Aside from the administrative burdens of the new mobile enterprise — keeping tabs on who owns what, and which applications and data they can access — it also created increasingly irresistible targets for cybercriminals. In 2019, 68% of companies were victimized by some kind of attack made through these endpoints, according to the Ponemon Institute.
Phishing attacks, for example, were the leading source of successful breaches, according to Verizon. For bad guys, it’s simply a lot easier to fool an unsuspecting employee to click on a well-crafted malware-packed email than to execute, say, a massive denial of service attack or tapping into a well-defended corporate network.
68% of companies were victimized by some kind of attack made through endpoints in 2019
EM, then, provides a comprehensive way to lower the cost and increase the security of managing these devices—from remotely configuring them to conform with company policies to keeping them continually patched.
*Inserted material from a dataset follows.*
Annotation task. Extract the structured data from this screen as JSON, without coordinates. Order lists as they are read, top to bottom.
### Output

Rather than deploy an army of IT and security specialists, EM tools let IT leaders enforce policies on everything from the length of passwords to wiping clean the hard drive of departing employees.
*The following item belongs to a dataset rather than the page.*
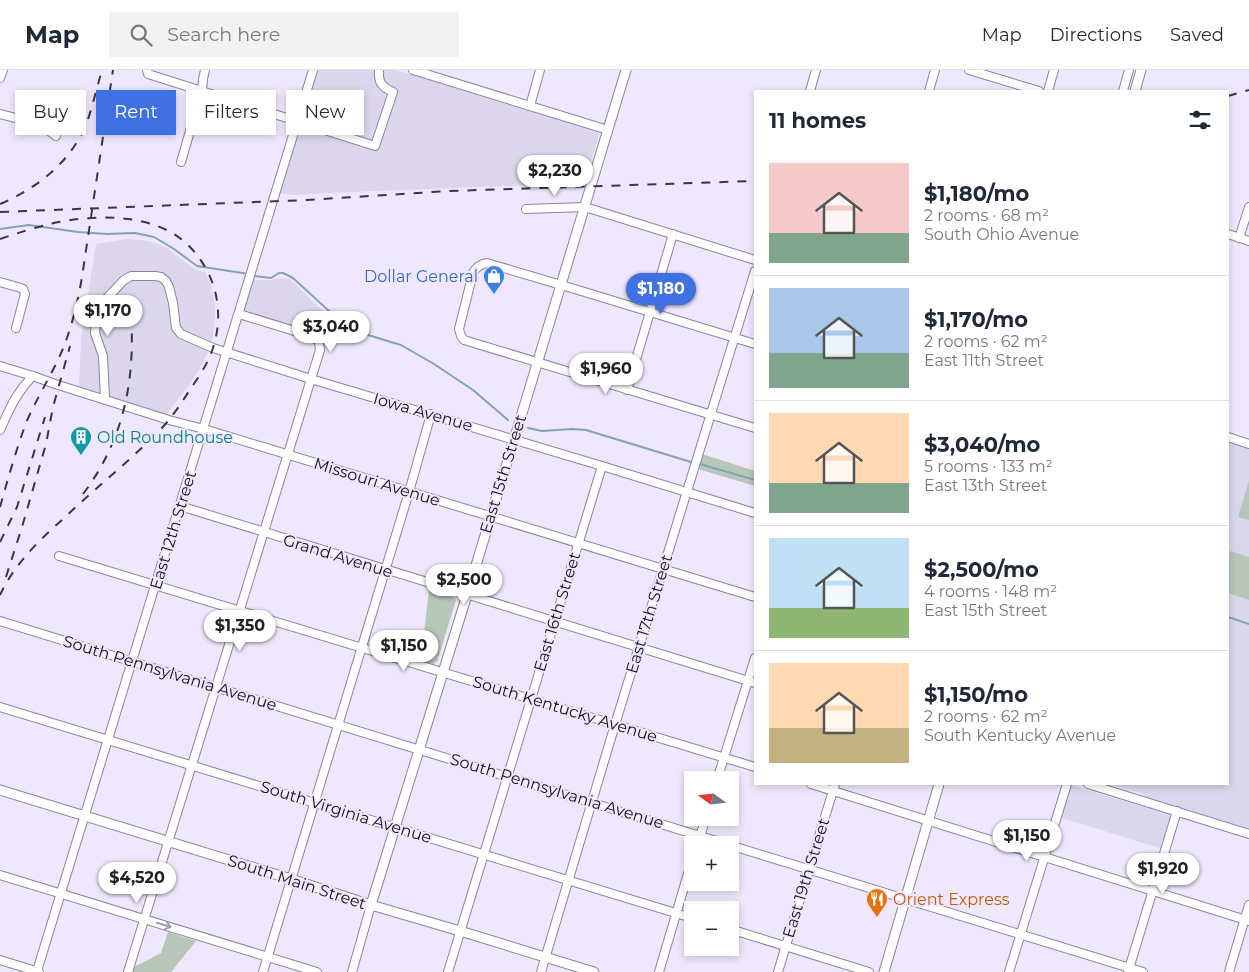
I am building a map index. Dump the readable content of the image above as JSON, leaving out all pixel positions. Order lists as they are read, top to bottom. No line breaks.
{"streets":{"main road":["East 15th Street","South Main Street"],"street":["Iowa Avenue","Missouri Avenue","East 12th Street","Grand Avenue","East 16th Street","East 17th Street","South Pennsylvania Avenue","South Kentucky Avenue","South Virginia Avenue","East 19th Street"]},"crossings":[["Iowa Avenue","East 15th Street"],["Iowa Avenue","Missouri Avenue"],["Iowa Avenue","East 12th Street"],["Iowa Avenue","East 16th Street"],["Iowa Avenue","East 17th Street"],["East 15th Street","Missouri Avenue"],["East 15th Street","Grand Avenue"],["East 15th Street","South Pennsylvania Avenue"],["East 15th Street","South Kentucky Avenue"],["East 15th Street","South Virginia Avenue"],["East 15th Street","South Main Street"],["Missouri Avenue","East 12th Street"],["Missouri Avenue","East 16th Street"],["Missouri Avenue","East 17th Street"],["East 12th Street","Grand Avenue"],["East 12th Street","South Pennsylvania Avenue"],["East 12th Street","South Kentucky Avenue"],["East 12th Street","South Virginia Avenue"],["East 12th Street","South Main Street"],["Grand Avenue","East 16th Street"],["Grand Avenue","East 17th Street"],["East 16th Street","South Pennsylvania Avenue"],["East 16th Street","South Kentucky Avenue"],["East 16th Street","South Virginia Avenue"],["East 16th Street","South Main Street"],["East 17th Street","South Pennsylvania Avenue"],["East 17th Street","South Kentucky Avenue"],["East 17th Street","South Virginia Avenue"],["East 17th Street","South Main Street"],["South Pennsylvania Avenue","East 19th Street"]],"places":{"shop":["Dollar General"],"building":["Old Roundhouse"],"restaurant":["Orient Express"]},"north":"left","page":{"header":"Map","search":"Search here","nav":["Map","Directions","Saved"],"chip":["Buy","Rent","Filters","New"],"heading":"11 homes","list":[{"name":"$1,180/mo","note":"2 rooms · 68 m² · South Ohio Avenue"},{"name":"$1,170/mo","note":"2 rooms · 62 m² · East 11th Street"},{"name":"$3,040/mo","note":"5 rooms · 133 m² · East 13th Street"},{"name":"$2,500/mo","note":"4 rooms · 148 m² · East 15th Street"},{"name":"$1,150/mo","note":"2 rooms · 62 m² · South Kentucky Avenue"}],"price":["$2,230","$1,180","$1,170","$3,040","$1,960","$2,500","$1,350","$1,150","$1,150","$1,920","$4,520"],"map_buttons":["+","−"]}}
How does endpoint management work?
Over the decades, companies have invested in multiple systems to manage and secure new generations of devices. Mobile device management systems emerged in the late 2000s, allowing companies to create secure partitions on millions of employee-owned smartphones coming onto the network. Performance monitoring systems helped IT troubleshoot technical problems, and Enterprise Mobility Management systems added the ability to track not only the hardware, but the apps and data people could use on them.
Modern EM is designed to track devices for the entire lifespan of the device, regardless of operating system or form factor. EMs also perform so-called lifecycle management for both company-owned and employee-owned devices. The software monitors every device so they comply with company policies, remediates problems and handles a grab bag of discrete tasks, from setting up an employee’s PC with the latest version of Zoom to booting the device off the network if the person is terminated.
When implemented properly, EM can also help unify two critical groups of employees—IT professionals (who focus on maintaining stability to keep everyone’s devices working) and security specialists (who focus on defending against ever-changing threats). A 2019 Tanium study found that 52% of CIOs and CISOs had failed to update or patch a potential security vulnerability because they feared disrupting IT operations. By providing a single source of truth about who is using what devices to access which applications, EM makes it easier for both sides to do the right thing.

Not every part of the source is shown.